Same as in Windows, if there is no display attached to the card, there is no limit.

So in Linux you can boot to runlevel 3 (text console) and load the nvidia driver manually or in boot.local. You need the driver for communicating with the card. Then you can run without limit and this works nicely for remote server machines.

Or you use a second card. Hint: Many chipsets have a built-in graphics chip that you can run the X11 server on. So the 8800 is free for CUDA.


I confirme this on a linux Red Hat 4.2, even if the limits can be larger ( ~ 5600 ).

Peter, are you sure this is correct? There are several postings in the CUDA on Windows and Linux sections that demonstrate problems running kernels longer than 5 or 6 seconds – even when the GPU is not a display.

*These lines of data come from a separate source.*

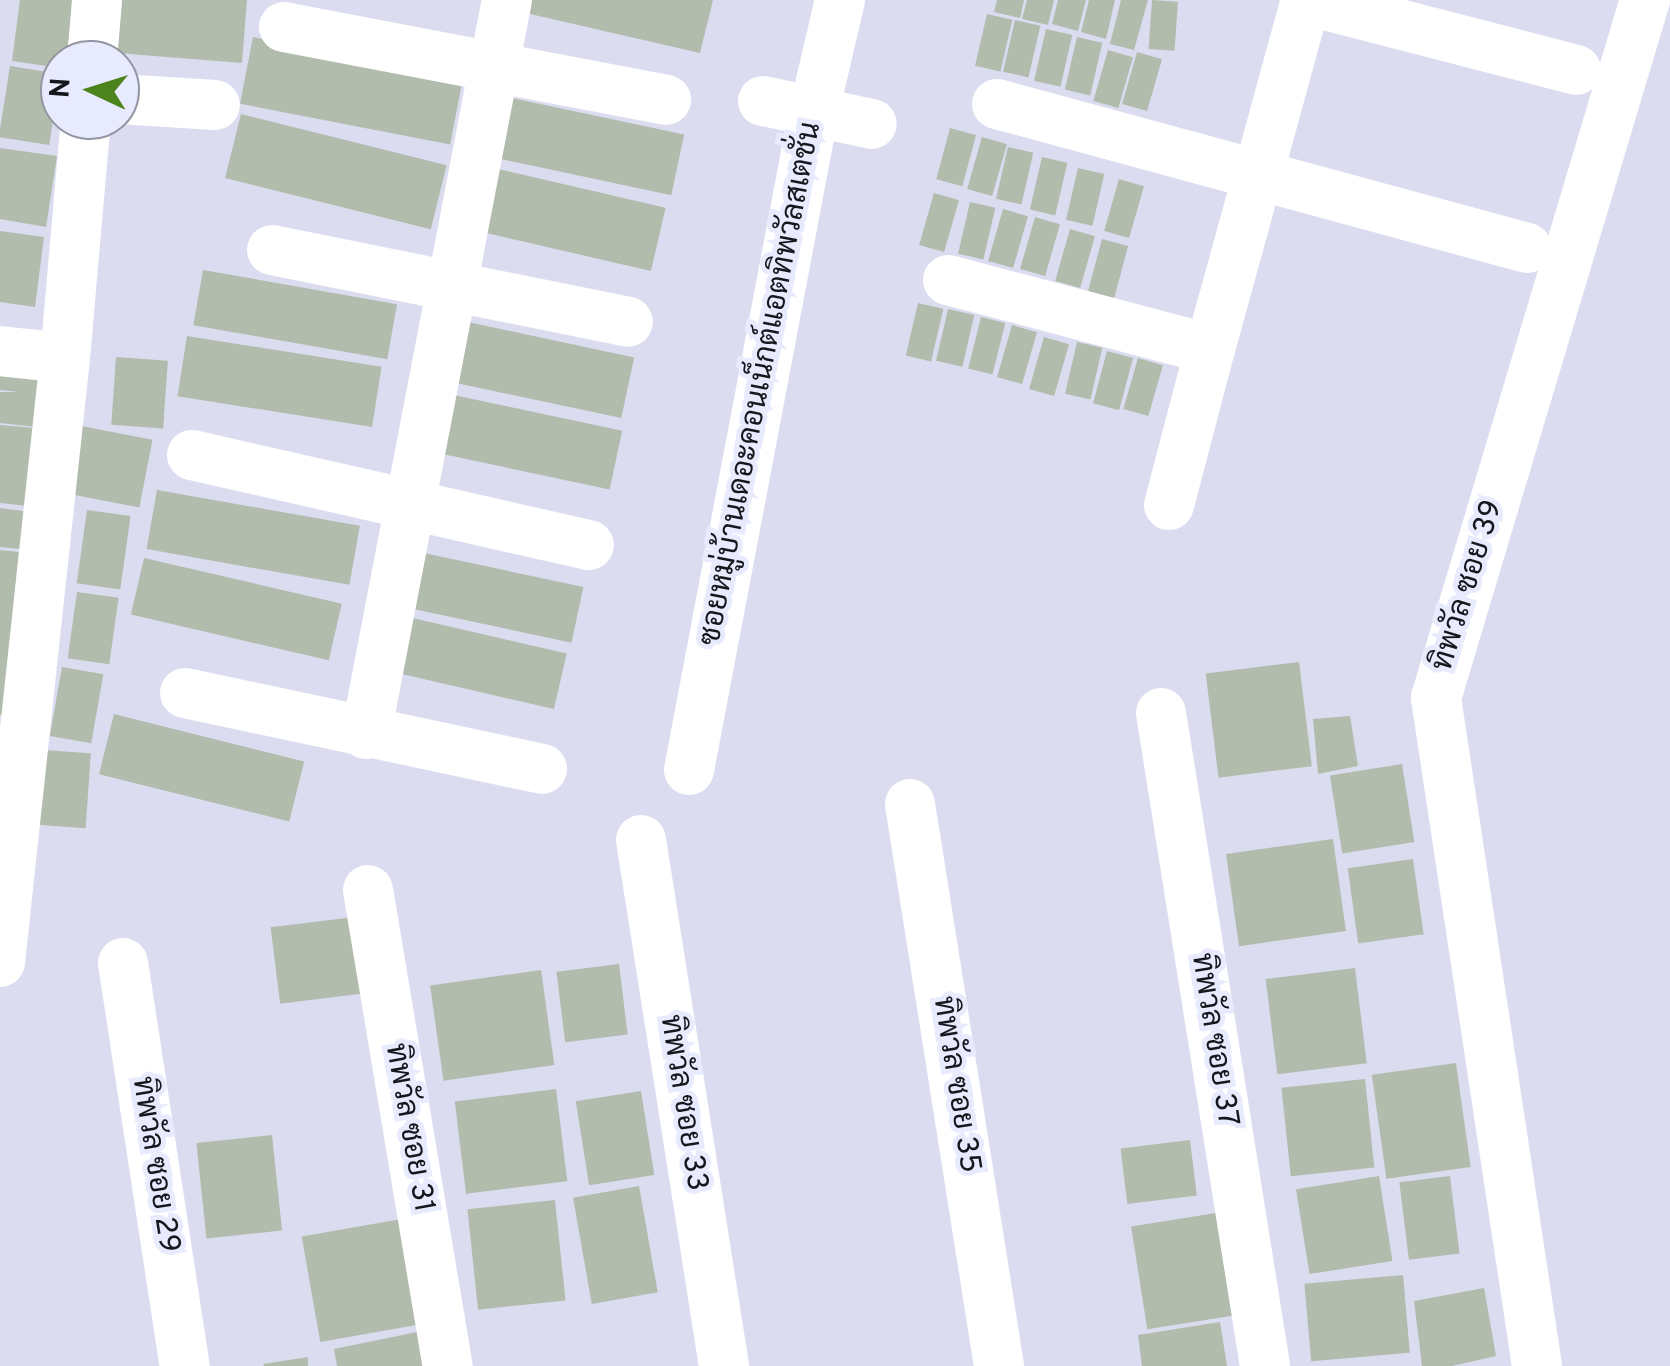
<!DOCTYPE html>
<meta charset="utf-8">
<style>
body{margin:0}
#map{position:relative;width:1670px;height:1366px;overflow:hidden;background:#dbdcf0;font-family:Overpass,Sarabun,sans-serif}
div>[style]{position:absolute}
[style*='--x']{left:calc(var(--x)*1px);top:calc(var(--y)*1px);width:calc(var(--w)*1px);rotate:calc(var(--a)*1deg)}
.building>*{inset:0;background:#b2bcac;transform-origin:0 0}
.minor>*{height:50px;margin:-25px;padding:0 25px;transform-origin:25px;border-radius:25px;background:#fff}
span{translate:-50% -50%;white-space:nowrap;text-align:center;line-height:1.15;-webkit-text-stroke:10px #e8eafd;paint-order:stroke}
.street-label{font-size:30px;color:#16161d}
.north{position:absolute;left:40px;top:40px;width:100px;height:100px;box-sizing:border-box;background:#e8eafd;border:2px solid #9495a3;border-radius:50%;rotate:274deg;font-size:28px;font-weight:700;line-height:40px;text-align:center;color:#16161d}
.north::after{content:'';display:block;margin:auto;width:35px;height:45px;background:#4c831c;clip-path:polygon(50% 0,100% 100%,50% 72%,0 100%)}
</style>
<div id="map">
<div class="building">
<div style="clip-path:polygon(20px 0,74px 0,66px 60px,60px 60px,60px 68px,12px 61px)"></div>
<div style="clip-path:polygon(122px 0,247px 0,242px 63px,117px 53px)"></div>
<div style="clip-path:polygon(519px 0,713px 0,700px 53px,517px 11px)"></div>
<div style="clip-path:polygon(997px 0,1024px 0,1020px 18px,994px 12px)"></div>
<div style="clip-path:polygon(1027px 0,1054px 0,1048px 25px,1022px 19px)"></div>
<div style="clip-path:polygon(1058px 0,1086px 0,1078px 31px,1052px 24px)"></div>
<div style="clip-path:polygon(1089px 0,1115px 0,1106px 39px,1081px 32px)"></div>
<div style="clip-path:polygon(1121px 0,1148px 0,1134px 50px,1110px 44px)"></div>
<div style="left:1152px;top:0;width:26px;height:49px;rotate:4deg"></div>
<div style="left:987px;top:14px;width:26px;height:53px;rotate:13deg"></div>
<div style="left:1015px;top:20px;width:26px;height:53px;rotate:13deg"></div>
<div style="left:1046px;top:29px;width:27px;height:53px;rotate:13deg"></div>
<div style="left:253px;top:37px;width:214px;height:68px;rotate:11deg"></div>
<div style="left:1077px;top:37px;width:26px;height:54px;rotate:13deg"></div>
<div style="left:1108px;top:50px;width:26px;height:53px;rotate:16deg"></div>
<div style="left:1137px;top:52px;width:26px;height:54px;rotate:16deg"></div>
<div style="left:10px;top:66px;width:51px;height:72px;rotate:9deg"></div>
<div style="left:512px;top:98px;width:176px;height:62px;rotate:12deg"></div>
<div style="left:241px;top:114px;width:212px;height:66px;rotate:14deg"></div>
<div style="left:950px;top:128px;width:27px;height:53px;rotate:15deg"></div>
<div style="left:982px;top:137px;width:26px;height:54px;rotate:16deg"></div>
<div style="left:1008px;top:147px;width:26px;height:53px;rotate:13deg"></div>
<div style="clip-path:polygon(0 148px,57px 156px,46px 227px,0 219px)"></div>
<div style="left:1042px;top:157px;width:26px;height:54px;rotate:13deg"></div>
<div style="left:1078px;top:168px;width:27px;height:53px;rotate:13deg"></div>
<div style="left:498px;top:169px;width:172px;height:65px;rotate:13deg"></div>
<div style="left:1119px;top:179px;width:26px;height:54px;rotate:16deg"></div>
<div style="left:934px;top:193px;width:26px;height:54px;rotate:16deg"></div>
<div style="left:970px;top:202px;width:26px;height:53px;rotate:13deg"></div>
<div style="left:1003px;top:209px;width:26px;height:54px;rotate:16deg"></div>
<div style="left:1035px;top:217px;width:26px;height:54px;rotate:16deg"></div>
<div style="left:1070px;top:229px;width:26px;height:54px;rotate:16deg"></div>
<div style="clip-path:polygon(0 231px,44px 237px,35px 307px,0 302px)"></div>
<div style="left:1102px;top:239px;width:27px;height:54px;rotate:15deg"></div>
<div style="left:203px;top:270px;width:197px;height:56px;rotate:10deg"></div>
<div style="left:918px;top:303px;width:26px;height:54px;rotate:13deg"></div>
<div style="left:948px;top:309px;width:27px;height:53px;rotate:13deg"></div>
<div style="left:981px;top:317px;width:25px;height:53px;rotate:14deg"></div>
<div style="left:463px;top:321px;width:175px;height:62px;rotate:12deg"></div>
<div style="left:1012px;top:325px;width:26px;height:54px;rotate:16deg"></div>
<div style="left:187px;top:336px;width:197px;height:61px;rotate:9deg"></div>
<div style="left:1044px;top:337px;width:26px;height:54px;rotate:16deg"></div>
<div style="left:1077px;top:342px;width:26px;height:53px;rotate:13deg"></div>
<div style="left:1107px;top:351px;width:27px;height:54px;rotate:15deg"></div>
<div style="clip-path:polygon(0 352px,43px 356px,36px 427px,0 423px,0 392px,19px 392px,0 390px)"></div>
<div style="left:116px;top:357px;width:52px;height:68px;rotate:4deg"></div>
<div style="left:1138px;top:358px;width:26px;height:53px;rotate:16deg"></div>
<div style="left:449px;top:394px;width:177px;height:60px;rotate:12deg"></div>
<div style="left:71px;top:424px;width:83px;height:69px;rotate:11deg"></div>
<div style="clip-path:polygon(0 425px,35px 428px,28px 506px,0 503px)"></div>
<div style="left:157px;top:490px;width:206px;height:60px;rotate:10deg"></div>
<div style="clip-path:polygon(0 508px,24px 511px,20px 549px,0 547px)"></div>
<div style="left:87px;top:510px;width:44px;height:74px;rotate:8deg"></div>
<div style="clip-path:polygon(0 550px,19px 552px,3px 715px,0 715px)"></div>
<div style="left:419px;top:552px;width:168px;height:57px;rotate:12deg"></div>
<div style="left:144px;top:558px;width:203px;height:58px;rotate:13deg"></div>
<div style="left:77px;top:592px;width:42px;height:67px;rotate:8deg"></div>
<div style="left:404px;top:616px;width:167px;height:57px;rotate:13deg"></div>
<div style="left:1299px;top:662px;width:105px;height:94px;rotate:83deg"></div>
<div style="left:62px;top:667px;width:42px;height:70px;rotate:10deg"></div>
<div style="left:114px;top:714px;width:196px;height:62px;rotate:14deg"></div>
<div style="clip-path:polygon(1350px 716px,1358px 766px,1318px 774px,1313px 719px)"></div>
<div style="left:43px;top:750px;width:48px;height:75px;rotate:4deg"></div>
<div style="left:1402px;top:764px;width:79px;height:73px;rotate:81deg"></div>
<div style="left:1333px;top:839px;width:93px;height:108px;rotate:82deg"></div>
<div style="left:1413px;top:859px;width:76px;height:66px;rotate:82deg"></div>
<div style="left:362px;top:916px;width:77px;height:92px;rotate:83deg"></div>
<div style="left:619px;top:964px;width:71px;height:63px;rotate:83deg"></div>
<div style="left:1355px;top:968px;width:96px;height:90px;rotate:83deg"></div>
<div style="left:541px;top:970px;width:96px;height:112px;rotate:82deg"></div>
<div style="left:1456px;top:1063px;width:105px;height:85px;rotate:82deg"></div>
<div style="left:1365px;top:1079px;width:89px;height:84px;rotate:84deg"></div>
<div style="left:556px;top:1089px;width:93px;height:102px;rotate:83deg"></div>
<div style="left:641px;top:1091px;width:85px;height:66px;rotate:81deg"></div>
<div style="left:272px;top:1135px;width:96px;height:76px;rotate:84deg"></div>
<div style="left:1190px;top:1140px;width:56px;height:70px;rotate:83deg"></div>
<div style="left:1379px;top:1176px;width:86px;height:84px;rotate:81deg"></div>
<div style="left:1450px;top:1176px;width:78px;height:51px;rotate:83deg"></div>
<div style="left:639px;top:1186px;width:108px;height:67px;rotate:80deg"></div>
<div style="left:555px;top:1200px;width:101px;height:88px;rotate:84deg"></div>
<div style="left:1216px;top:1213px;width:104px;height:86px;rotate:81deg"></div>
<div style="left:413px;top:1217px;width:107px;height:113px;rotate:80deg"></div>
<div style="left:1403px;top:1275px;width:78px;height:99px;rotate:85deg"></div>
<div style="clip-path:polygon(1484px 1288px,1496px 1356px,1452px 1366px,1422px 1366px,1414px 1301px)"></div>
<div style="clip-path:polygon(1220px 1322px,1227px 1366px,1142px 1366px,1138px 1335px)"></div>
<div style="clip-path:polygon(417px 1332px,423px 1366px,337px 1366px,334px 1349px)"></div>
<div style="clip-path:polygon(308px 1357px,308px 1366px,264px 1366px,263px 1364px)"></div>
</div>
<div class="minor">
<div style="--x:284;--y:27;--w:389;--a:10.8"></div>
<div style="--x:92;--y:60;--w:60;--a:-85.2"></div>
<div style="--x:120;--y:99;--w:95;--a:3.6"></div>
<div style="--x:763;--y:101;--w:111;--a:11.9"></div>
<div style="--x:997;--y:104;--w:549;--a:15.2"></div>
<div style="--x:272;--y:250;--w:363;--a:11.4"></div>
<div style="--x:948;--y:280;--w:271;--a:14.8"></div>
<div style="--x:0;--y:351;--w:65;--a:6.1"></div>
<div style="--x:65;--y:358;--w:239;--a:-85"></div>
<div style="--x:192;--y:455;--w:407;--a:12.8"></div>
<div style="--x:1169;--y:505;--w:161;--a:-75.3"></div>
<div style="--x:1210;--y:349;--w:180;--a:-74.6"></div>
<div style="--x:1258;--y:175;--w:181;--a:-74.7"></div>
<div style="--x:1306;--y:0;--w:279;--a:14.5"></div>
<div style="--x:185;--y:693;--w:365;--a:12"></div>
<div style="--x:1161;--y:713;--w:661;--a:80.95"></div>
<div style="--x:366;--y:734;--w:747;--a:-79.13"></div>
<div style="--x:689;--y:770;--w:671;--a:-79.26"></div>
<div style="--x:814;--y:111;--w:114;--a:-76.8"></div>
<div style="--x:910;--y:804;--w:569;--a:81"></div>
<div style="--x:641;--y:840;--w:533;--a:81.03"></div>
<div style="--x:368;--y:890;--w:483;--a:80.5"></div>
<div style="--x:0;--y:962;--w:607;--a:-83.86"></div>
<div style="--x:123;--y:963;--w:408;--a:81.3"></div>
<div style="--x:1537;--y:1366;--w:676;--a:-98.6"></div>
<div style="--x:1436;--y:698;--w:729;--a:-73.33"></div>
</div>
<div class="street-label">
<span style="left:762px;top:384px;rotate:-79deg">ซอยหมู่บ้านเดอะคอนเน็กต์แอตทิพวัลสเตชั่น</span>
<span style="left:1469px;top:586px;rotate:-73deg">ทิพวัล ซอย 39</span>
<span style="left:1213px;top:1040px;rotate:81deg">ทิพวัล ซอย 37</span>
<span style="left:955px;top:1085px;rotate:81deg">ทิพวัล ซอย 35</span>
<span style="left:682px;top:1103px;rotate:81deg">ทิพวัล ซอย 33</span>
<span style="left:408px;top:1128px;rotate:80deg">ทิพวัล ซอย 31</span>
<span style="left:154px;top:1165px;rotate:81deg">ทิพวัล ซอย 29</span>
</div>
<div class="north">N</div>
</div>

I can’t speak to Linux, but under Windows XP, this occurs even if the desktop is not extended to the GPU. Although it doesn’t crash the system, the kernel runs for its full length of time, then returns an error of the form: “Cuda error: Kernel execution failed in file ‘’ in line xxx: unspecified launch failure.”

If you’ve been able to achieve reliable kernel runtimes > 6 seconds under Windows, please tell us how you did it!

  • Under Windows XP, I have an FX 5200 as the primary display, and 8800 GTS as the GPU.

  • The GPU appears as Monitor 3 under Display Properties->Settings.

  • “Use this device as primary monitor” and “Extend my Windows desktop onto this monitor” are both UNCHECKED.

  • I’m using version 97.73 driver.

Maybe I do not understand the question, but we have run calculations of several 100 seconds without doing anything special on our 2nd 8800 GTX without any problems. I am not next to the machine now to give you the settings.

Here’s a reference thread – there are others under the Linux forum:

If you’re able to run 100+ second kernels under Windows XP, could you post your settings? What’re your primary and secondary cards?